### Problem statement
An exact copy of every entry is what's needed, so please transcribe them all.

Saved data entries
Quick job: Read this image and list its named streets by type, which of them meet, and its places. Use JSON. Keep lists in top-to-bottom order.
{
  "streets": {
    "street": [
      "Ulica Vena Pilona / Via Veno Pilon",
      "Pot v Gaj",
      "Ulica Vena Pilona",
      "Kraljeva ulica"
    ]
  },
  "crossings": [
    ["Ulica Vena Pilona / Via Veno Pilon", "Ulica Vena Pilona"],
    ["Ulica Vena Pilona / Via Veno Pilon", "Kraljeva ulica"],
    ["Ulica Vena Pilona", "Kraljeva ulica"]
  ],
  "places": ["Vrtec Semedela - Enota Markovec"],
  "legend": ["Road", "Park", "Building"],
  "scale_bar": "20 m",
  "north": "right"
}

### Response to the task
Quick job: Read this image and list its named streets by type, which of them meet, and its places. Use JSON. Keep lists in top-to-bottom order.
{
  "streets": {
    "street": [
      "Ulica Vena Pilona / Via Veno Pilon",
      "Pot v Gaj",
      "Ulica Vena Pilona",
      "Kraljeva ulica"
    ]
  },
  "crossings": [
    ["Ulica Vena Pilona / Via Veno Pilon", "Ulica Vena Pilona"],
    ["Ulica Vena Pilona / Via Veno Pilon", "Kraljeva ulica"],
    ["Ulica Vena Pilona", "Kraljeva ulica"]
  ],
  "places": ["Vrtec Semedela - Enota Markovec"],
  "legend": ["Road", "Park", "Building"],
  "scale_bar": "20 m",
  "north": "right"
}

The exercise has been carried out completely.